> _What this task involves_
Repeat exactly the lines from the line containing "Annotate the map" through the last line of the records below, inclusive, and nothing else.

■ ■ ■ ■

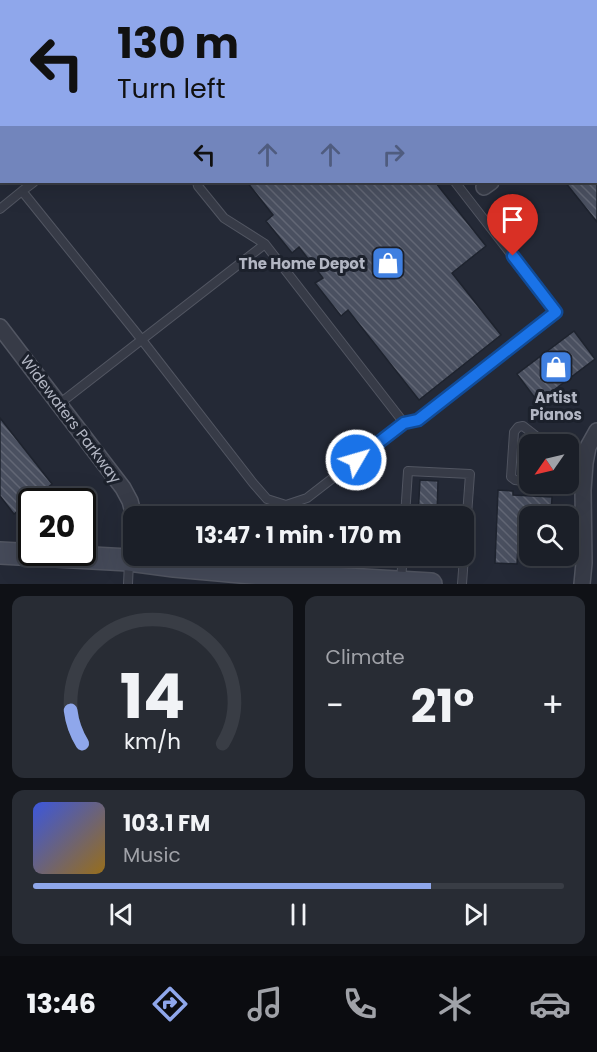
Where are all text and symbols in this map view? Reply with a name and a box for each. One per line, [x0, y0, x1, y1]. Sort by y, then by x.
text: 130 m [117, 14, 239, 73]
icon: left [18, 24, 96, 102]
text: Turn left [117, 70, 226, 107]
icon: left [188, 138, 221, 171]
icon: ahead [251, 138, 284, 171]
icon: ahead [314, 138, 347, 171]
icon: right [377, 138, 410, 171]
pin [487, 194, 538, 256]
icon: arrive [496, 203, 529, 236]
shop icon: The Home Depot [370, 245, 406, 281]
place label: The Home Depot [239, 253, 365, 274]
shop icon: Artist Pianos [538, 349, 574, 385]
street label: Widewaters Parkway [16, 351, 126, 488]
place label: Artist Pianos [530, 387, 582, 425]
position arrow [324, 428, 388, 492]
north arrow [519, 434, 579, 494]
map controls [519, 434, 579, 566]
speed limit sign: 20 [18, 488, 96, 566]
button: search [519, 506, 579, 566]
text: 13:47 · 1 min · 170 m [195, 520, 402, 551]
text: Climate [326, 643, 405, 671]
text: 14 [119, 652, 185, 740]
text: 21° [411, 675, 474, 738]
text: − [326, 682, 344, 729]
text: + [541, 682, 564, 729]
text: km/h [124, 726, 181, 757]
text: 103.1 FM [123, 808, 210, 839]
text: Music [123, 841, 181, 869]
icon: previous [105, 898, 138, 931]
icon: pause [282, 898, 315, 931]
icon: next [459, 898, 492, 931]
icon: directions [149, 983, 191, 1025]
icon: music [244, 983, 286, 1025]
icon: phone [339, 983, 381, 1025]
icon: climate [434, 983, 476, 1025]
icon: car [529, 983, 571, 1025]
text: 13:46 [26, 985, 96, 1022]

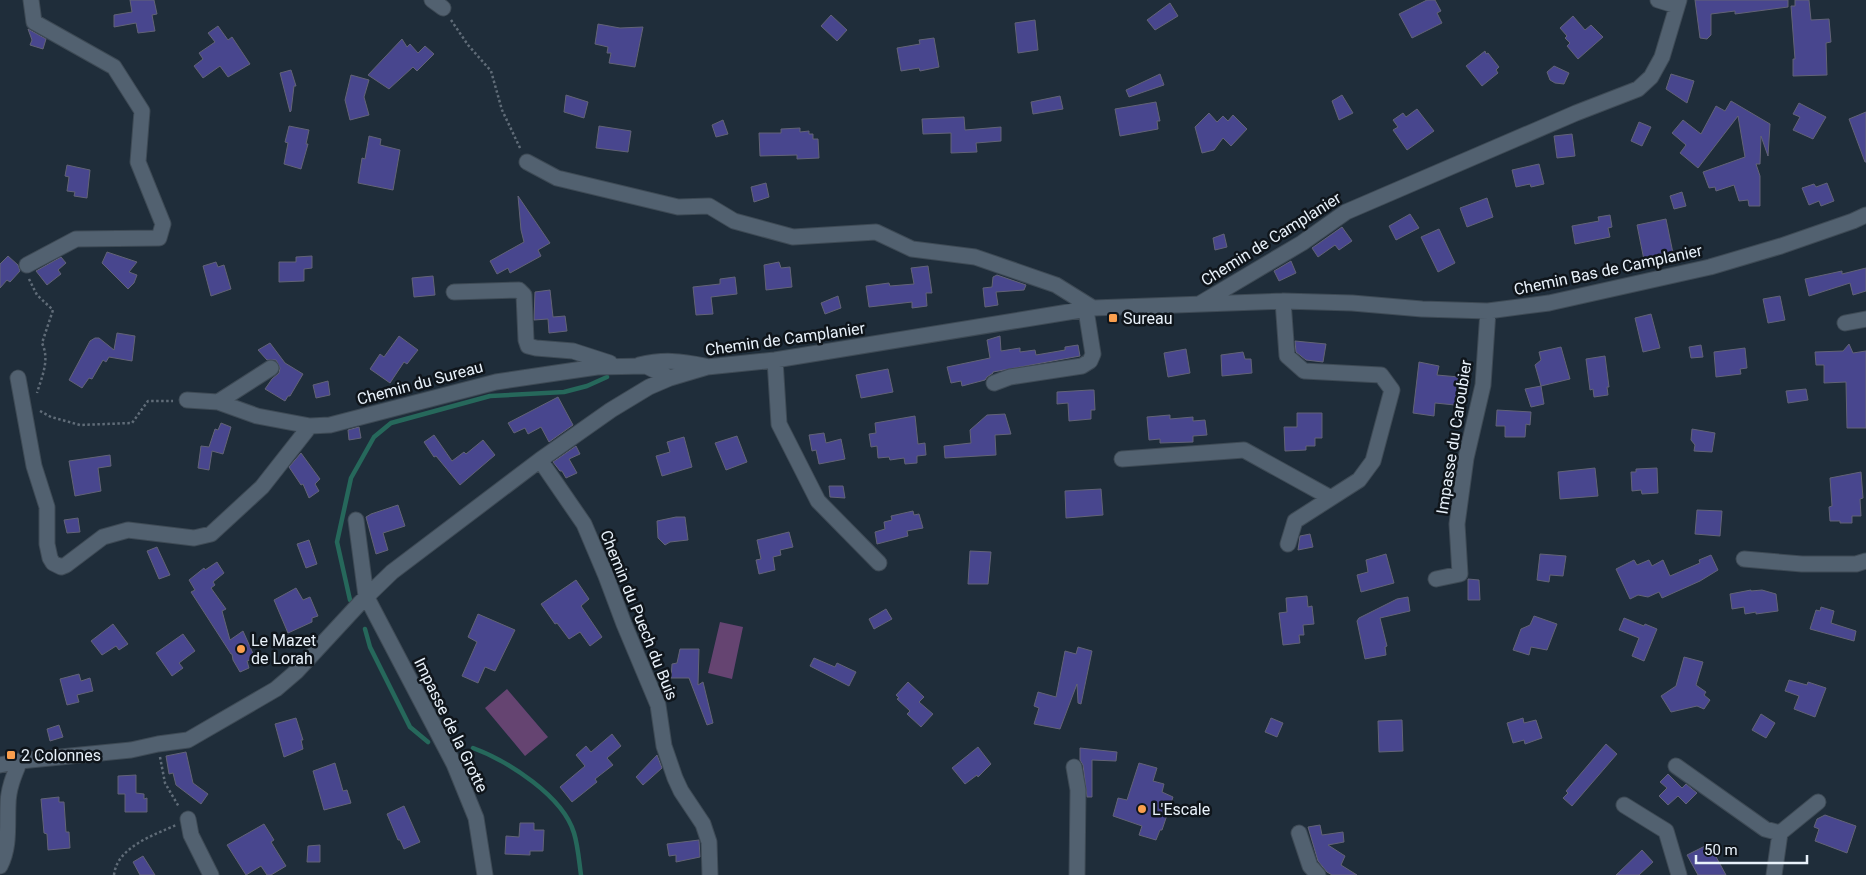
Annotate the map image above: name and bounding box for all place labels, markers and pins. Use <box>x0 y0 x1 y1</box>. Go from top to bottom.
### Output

■ ■ ■ ■

> _Solution to the problem_
Annotate the map image above: name and bounding box for all place labels, markers and pins. Use <box>x0 y0 x1 y1</box>. Go from top to bottom.
### Output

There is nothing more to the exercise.